There was a movement from the tree an he watched, in growing horror, as one of the great black beasts took up a burning brand from the fire pit and moved closer. The flower was pulsing, moving and with a great, convulsing, silent retch the labial petals parted and in a rush of fluid another great black ape-man was spilled into the dirt in a caul of sticky goo. It pulled its way free, fully formed, huge and sleek like its brethren, though unarmed.
What was this nightmare? How could something like this even exist without being known of? How could these things hide from satellites, planes, global positioning, wars and rebels. A plant that gave birth to monstrous animal-men? A whole biological technology beyond the wildest dreams of genetic science. It was insane.

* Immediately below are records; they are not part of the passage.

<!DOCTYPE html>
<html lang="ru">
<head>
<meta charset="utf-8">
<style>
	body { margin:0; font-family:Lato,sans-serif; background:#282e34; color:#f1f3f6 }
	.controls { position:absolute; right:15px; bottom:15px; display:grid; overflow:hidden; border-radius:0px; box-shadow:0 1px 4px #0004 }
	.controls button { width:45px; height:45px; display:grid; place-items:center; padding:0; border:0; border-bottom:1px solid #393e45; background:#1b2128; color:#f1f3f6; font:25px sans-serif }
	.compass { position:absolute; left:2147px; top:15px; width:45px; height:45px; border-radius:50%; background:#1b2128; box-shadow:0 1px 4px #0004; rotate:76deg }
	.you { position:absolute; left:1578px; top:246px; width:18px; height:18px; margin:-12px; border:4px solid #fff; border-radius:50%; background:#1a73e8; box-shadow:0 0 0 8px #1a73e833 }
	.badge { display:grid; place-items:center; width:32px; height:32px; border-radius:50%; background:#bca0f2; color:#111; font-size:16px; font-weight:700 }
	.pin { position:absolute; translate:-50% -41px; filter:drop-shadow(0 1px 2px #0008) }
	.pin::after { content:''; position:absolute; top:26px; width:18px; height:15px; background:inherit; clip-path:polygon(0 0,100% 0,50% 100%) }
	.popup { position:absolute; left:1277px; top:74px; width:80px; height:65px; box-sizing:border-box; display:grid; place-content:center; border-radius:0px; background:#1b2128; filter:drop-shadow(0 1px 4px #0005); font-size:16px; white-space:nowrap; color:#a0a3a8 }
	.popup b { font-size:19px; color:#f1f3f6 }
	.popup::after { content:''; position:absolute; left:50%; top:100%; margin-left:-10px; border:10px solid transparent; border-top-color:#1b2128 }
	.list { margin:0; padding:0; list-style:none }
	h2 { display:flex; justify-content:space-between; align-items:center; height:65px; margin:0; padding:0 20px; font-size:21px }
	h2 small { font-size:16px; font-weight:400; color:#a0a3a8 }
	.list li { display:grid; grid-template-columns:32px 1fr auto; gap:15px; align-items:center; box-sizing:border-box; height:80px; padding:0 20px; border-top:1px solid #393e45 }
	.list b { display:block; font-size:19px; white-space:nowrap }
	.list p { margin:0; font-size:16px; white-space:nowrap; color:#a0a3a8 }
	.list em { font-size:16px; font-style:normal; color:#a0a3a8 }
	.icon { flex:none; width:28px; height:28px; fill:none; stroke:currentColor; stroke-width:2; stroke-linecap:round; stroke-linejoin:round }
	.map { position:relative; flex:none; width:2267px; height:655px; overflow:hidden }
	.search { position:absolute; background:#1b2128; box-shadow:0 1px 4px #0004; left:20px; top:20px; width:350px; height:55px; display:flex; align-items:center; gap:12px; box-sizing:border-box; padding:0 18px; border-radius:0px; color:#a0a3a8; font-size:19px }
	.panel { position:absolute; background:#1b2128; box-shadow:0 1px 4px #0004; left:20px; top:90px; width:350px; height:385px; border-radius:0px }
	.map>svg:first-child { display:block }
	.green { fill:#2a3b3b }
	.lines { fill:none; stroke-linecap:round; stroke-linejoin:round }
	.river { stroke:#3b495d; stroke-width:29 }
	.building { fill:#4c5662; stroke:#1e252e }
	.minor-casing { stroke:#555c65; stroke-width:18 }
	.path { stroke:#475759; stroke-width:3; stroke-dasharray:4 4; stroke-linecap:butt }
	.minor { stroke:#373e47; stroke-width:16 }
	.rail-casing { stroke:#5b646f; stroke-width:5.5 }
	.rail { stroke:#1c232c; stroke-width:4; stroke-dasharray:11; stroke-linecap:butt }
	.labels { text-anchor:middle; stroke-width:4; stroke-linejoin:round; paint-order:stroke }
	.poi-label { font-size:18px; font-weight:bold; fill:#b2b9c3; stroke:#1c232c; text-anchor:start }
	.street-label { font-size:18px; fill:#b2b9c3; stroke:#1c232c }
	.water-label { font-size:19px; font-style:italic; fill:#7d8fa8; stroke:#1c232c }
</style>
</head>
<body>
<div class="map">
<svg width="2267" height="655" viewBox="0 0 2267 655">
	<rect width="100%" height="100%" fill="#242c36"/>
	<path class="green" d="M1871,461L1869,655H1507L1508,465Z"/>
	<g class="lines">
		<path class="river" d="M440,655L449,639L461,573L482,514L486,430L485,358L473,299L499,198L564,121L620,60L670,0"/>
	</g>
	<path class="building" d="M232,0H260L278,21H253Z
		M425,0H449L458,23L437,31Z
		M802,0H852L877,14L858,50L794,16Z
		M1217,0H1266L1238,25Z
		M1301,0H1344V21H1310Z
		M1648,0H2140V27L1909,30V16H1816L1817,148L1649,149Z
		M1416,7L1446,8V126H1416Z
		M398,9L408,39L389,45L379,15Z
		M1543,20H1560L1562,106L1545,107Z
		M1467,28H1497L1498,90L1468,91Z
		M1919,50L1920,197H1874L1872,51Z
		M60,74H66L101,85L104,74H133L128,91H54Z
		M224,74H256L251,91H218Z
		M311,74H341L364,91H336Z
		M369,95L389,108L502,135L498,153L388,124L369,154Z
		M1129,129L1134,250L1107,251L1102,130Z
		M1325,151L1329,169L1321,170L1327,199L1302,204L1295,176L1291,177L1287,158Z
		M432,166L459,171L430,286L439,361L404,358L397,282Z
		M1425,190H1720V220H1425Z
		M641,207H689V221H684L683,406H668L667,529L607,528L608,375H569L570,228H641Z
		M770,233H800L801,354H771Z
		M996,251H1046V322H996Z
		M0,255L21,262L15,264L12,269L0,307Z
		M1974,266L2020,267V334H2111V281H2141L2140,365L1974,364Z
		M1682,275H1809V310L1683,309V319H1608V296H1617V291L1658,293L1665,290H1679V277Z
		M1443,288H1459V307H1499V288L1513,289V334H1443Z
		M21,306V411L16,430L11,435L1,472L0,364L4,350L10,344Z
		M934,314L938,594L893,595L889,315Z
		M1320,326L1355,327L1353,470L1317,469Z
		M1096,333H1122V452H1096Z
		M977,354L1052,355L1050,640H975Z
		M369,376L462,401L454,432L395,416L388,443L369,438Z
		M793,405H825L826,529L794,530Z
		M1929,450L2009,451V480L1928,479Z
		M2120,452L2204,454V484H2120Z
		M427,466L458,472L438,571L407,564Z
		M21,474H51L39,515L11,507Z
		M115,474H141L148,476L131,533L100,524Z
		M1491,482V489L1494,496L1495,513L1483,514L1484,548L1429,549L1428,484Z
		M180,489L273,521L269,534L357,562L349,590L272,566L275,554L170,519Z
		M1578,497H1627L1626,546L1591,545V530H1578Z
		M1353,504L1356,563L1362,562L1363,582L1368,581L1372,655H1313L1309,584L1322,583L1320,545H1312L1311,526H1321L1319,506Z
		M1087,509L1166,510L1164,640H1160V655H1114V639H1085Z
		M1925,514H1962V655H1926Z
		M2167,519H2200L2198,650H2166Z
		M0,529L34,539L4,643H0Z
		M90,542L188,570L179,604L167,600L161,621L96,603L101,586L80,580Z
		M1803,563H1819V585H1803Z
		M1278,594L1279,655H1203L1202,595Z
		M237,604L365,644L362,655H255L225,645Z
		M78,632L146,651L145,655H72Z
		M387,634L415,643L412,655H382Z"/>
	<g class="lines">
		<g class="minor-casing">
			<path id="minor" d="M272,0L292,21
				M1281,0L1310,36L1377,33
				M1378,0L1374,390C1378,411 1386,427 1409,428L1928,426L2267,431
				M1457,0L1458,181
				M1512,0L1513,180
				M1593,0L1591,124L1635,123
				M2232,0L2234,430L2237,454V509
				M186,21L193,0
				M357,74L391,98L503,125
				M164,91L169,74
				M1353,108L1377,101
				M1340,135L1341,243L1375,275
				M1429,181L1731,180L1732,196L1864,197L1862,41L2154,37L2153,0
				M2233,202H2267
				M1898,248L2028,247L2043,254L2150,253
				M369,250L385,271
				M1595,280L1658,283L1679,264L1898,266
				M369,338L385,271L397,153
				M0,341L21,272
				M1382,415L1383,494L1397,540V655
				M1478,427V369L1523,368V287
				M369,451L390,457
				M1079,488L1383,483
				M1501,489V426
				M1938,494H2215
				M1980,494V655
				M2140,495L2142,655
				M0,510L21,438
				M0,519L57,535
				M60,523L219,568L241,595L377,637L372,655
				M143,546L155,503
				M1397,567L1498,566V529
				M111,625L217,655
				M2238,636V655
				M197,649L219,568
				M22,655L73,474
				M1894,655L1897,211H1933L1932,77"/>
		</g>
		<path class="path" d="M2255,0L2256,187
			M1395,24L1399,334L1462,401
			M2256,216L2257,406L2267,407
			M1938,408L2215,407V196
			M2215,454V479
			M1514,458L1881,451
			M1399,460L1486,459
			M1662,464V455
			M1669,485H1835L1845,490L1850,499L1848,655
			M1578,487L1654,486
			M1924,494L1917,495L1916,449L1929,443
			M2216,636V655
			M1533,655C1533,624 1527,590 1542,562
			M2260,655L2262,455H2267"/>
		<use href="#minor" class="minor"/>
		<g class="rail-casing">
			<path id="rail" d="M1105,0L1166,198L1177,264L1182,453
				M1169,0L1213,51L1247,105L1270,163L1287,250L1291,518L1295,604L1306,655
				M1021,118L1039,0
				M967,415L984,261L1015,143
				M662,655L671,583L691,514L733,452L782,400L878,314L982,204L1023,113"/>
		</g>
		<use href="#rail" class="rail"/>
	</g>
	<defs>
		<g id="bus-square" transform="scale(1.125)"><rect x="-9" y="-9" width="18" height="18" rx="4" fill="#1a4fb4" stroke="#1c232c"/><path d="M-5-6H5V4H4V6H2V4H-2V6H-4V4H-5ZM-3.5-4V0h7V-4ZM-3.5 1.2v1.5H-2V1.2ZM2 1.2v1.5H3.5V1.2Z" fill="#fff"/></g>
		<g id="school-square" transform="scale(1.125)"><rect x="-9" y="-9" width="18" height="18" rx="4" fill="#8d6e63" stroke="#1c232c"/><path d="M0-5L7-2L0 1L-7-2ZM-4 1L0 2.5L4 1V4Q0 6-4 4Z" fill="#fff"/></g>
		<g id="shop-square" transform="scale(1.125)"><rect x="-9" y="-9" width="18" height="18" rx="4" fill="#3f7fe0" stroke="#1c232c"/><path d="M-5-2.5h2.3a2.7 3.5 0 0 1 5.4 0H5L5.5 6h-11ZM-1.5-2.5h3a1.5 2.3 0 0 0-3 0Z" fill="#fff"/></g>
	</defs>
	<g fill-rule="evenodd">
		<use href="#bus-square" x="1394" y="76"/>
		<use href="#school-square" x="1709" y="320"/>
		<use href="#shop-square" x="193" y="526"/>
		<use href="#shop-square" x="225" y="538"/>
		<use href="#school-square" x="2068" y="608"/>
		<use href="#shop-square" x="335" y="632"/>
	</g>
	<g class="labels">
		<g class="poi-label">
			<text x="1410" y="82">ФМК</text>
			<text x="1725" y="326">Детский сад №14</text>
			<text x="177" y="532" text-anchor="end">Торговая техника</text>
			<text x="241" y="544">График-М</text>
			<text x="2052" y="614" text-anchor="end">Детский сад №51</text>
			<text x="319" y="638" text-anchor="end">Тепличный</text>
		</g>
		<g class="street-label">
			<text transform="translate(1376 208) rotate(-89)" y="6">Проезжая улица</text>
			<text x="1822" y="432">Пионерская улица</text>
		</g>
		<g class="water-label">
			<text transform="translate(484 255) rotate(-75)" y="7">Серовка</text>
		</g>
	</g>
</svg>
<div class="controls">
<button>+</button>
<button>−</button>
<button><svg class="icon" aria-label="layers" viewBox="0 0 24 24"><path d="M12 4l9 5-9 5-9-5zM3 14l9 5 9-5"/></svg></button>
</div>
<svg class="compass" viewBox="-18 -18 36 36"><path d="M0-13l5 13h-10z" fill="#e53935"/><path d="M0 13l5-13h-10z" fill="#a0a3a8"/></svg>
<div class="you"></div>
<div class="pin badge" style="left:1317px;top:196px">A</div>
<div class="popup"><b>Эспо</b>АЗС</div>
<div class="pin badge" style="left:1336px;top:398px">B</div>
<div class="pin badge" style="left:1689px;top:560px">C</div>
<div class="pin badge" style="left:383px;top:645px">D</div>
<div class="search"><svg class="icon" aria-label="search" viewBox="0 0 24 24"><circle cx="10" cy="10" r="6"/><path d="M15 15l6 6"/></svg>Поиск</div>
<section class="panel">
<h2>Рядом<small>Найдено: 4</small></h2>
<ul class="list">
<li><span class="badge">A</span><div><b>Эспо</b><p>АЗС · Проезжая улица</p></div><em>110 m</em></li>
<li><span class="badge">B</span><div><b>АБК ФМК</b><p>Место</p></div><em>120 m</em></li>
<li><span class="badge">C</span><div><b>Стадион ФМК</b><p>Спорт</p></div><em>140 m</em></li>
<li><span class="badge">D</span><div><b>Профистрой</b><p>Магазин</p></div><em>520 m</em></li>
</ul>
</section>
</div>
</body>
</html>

Did this man, this shaman, this jungle scientist intend to transform him? To use him? To ‘cross breed’ him somehow? He didn’t want to wait to find out and while the beasts and the gold-clad man tended to their newborn brother he leant forward hard, bracing the chain against the pole, lifted his feet against it and began to push himself up.
It hurt. The chain bit into the skin of his arms and tore the hairs from them. He clamped his jaw shut tight, so hard he feared he’d crack a tooth but inch by inch he made it to the top of the pole and toppled from it, landing with a heavy thump in the ash and dirt. The chains full away from his bloodied wrists but the thump had drawn attention. One of the inky monsters turned, white eyes and teeth standing out as its great mouth opened and bellowed an alarm. It was a word, not just a noise, they were intelligent, tool using, speaking, monsters.
Bernard scrambled back as hard as he could as the tide of creatures turned towards him and the man in gold raised his rod and barked an order. In any language, the command to ‘kill’ was unmistakable.